Privatizzazione del Casinò: 3 incarichi affidati e 2 studi, ma nessuno lo sa
Finaosta ha consegnato a inizio maggio gli ultimi documenti relativi ai due studi affidati a professionisti esterni
Privatizzazione del Casinò: 3 incarichi affidati e 2 studi, ma nessuno lo sa.
Sono tre gli incarichi affidati dalla Regione per capire se la strada del casinò di Saint-Vincent sia quella della privatizzazione.
Il primo risale al 2024, gli altri a inizio e fine giugno 2025.
Lo ha detto il presidente della Regione Renzo Testolin rispondendo all’interrogazione dei consiglieri di Fratelli d’Italia Alberto Zucchi e Massimo Lattanzi.
Si è detto «sconcertato» il consigliere Zucchi, nell’apprendere di un ulteriore studio.
«Non fosse per le nostre iniziative, non sapremmo mai di cose giunte a una qualche conclusione» ha detto il consigliere Zucchi.
Gli incarichi conferiti dalla Regione
Il presidente della Regione Renzo Testolin risponde all’interrogazione di Fratelli d’Italia
Il presidente della Regione ha ripercorso gli incarichi, il primo conferito a Finaosta con delibera del 2 dicembre 2024, con una spesa massima di 200 mila euro iva inclusa.
Il 26 giugno 2025 è stata affidata l’elaborazione di uno studio giuridico allo studio legale Vietti e il 3 giugno 2025, l’elaborazione di uno studio tecnico-industriale alla società Ernst Young Advisor SpA.
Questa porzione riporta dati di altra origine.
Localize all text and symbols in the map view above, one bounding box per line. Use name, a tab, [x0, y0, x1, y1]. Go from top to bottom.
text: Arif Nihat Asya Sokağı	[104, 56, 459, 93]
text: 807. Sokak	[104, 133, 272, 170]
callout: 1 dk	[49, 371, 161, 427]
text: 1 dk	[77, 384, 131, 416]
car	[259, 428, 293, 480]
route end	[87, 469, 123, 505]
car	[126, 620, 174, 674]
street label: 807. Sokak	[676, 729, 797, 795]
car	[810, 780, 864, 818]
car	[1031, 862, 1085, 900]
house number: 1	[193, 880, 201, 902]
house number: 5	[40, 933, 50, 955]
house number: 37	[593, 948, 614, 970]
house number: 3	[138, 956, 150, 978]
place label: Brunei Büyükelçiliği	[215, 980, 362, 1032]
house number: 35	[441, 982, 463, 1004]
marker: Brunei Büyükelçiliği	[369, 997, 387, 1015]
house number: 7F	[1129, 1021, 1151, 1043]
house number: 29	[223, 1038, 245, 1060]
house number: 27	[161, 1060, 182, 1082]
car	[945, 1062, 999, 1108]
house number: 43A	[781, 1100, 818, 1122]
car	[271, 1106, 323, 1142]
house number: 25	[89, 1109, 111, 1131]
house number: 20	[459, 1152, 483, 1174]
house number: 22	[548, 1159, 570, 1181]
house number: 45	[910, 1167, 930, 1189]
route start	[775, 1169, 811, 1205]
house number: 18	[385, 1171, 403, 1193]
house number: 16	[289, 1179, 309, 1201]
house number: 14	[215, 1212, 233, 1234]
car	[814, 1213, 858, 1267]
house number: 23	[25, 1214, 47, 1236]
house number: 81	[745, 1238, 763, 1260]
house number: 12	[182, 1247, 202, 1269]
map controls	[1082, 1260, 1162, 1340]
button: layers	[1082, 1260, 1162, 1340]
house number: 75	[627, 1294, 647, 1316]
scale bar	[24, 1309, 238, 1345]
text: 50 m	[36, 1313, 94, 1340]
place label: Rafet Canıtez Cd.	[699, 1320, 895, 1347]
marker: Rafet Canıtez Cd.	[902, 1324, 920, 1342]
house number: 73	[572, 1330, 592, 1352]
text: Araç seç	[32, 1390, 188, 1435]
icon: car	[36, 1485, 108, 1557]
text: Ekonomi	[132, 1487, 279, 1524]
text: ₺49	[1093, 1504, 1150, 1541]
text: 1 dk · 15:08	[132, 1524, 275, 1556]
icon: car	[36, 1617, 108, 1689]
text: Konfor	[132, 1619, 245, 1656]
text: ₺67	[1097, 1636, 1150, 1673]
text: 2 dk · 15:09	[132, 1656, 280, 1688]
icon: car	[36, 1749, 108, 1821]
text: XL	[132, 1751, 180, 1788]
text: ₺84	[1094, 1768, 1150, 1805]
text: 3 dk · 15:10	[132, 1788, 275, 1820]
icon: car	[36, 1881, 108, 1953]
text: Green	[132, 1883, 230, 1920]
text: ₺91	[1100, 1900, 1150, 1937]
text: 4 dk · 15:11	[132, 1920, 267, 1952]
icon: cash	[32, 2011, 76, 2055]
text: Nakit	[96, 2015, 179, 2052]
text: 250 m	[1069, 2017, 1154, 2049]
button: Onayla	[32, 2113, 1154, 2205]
«Gli studi sono stati parzialmente trasmessi a febbraio 2026 e l’8 maggio 2026 Finaosta ha consegnato la documentazione mancante – ha detto il presidente Testolin.
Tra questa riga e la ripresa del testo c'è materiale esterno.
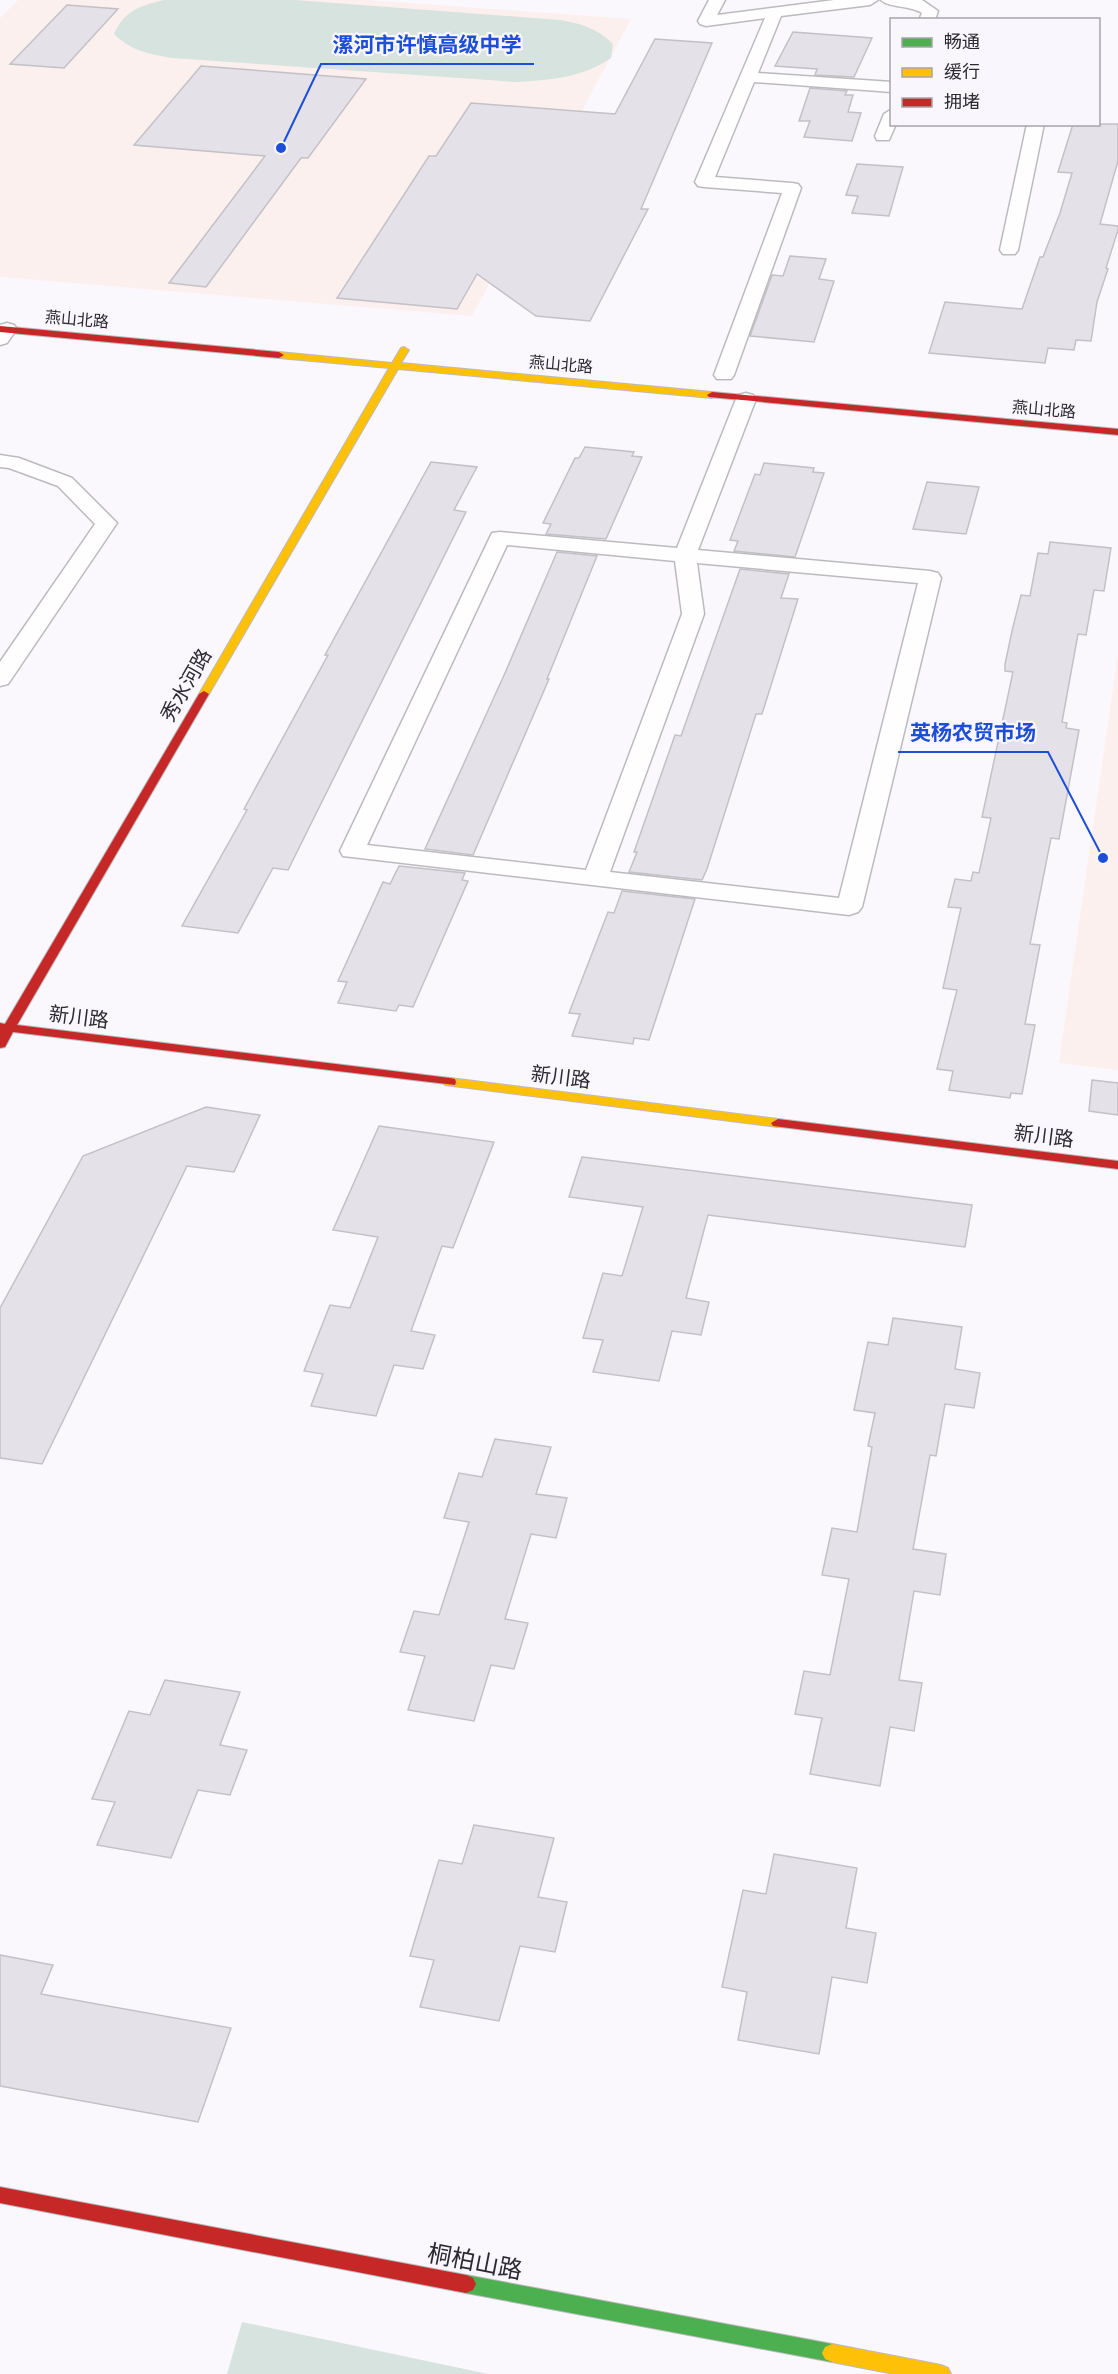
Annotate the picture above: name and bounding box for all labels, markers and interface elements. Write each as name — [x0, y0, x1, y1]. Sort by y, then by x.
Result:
legend — [890, 18, 1100, 126]
callout: 漯河市许慎高级中学 — [321, 25, 534, 64]
text: 畅通 — [944, 31, 980, 53]
text: 漯河市许慎高级中学 — [333, 32, 522, 58]
text: 缓行 — [944, 61, 980, 83]
text: 拥堵 — [944, 91, 980, 113]
street label: 燕山北路 — [44, 307, 110, 332]
street label: 燕山北路 — [528, 352, 594, 377]
street label: 燕山北路 — [1011, 397, 1077, 422]
street label: 秀水河路 — [156, 644, 216, 726]
callout: 英杨农贸市场 — [898, 713, 1048, 752]
text: 英杨农贸市场 — [910, 720, 1036, 746]
street label: 新川路 — [48, 1001, 110, 1033]
street label: 新川路 — [530, 1061, 592, 1093]
street label: 新川路 — [1013, 1120, 1075, 1152]
street label: 桐柏山路 — [425, 2239, 525, 2285]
Alla luce delle vicende giudiziarie in corso però, non è condivisibile la premessa dell’interrogazione di accelerare sul tema privatizzazione. Semmai le vicende giudiziarie impongono decisioni ponderate per cercare una soluzione solo alla luce delle verifiche in corso» ha concluso Testolin.
Secondo quanto riferito dal presidente della Regione, «al termine di alcune verifiche, nelle prossime settimane, il lavoro di Finaosta verrà inviato alla Commissione».
La replica del consigliere Zucchi
Nella replica, il consigliere Zucchi ha esortato il presidente a condividere certe questioni, «va bene l’attività ispettiva ma in modo parallelo ci aspettiamo la volontà del Governo di occuparsi di certi dossier e condividerli con il Consiglio».
«A febbraio e maggio 2026 lei ha ricevuto le conclusioni che in parte ha letto, mi piacerebbe avere le conclusioni per fare le mie valutazioni. Non ho la presunzione di sapere se la strada della privatizzazione sia giusta o meno, ma ho il diritto, dopo mesi, di sapere a quale conclusione siano arrivati gli studi.
Si tratta di studi di soggetti terzi qualificati e pagati e crediamo che tutti i consiglieri debbano averne contezza, indipendentemente se si è o meno a favore della privatizzazione».
«Signor presidente – ha concluso Zucchi – tiraimo fuori dai cassetti polverosi i dossier e diamone evidenza».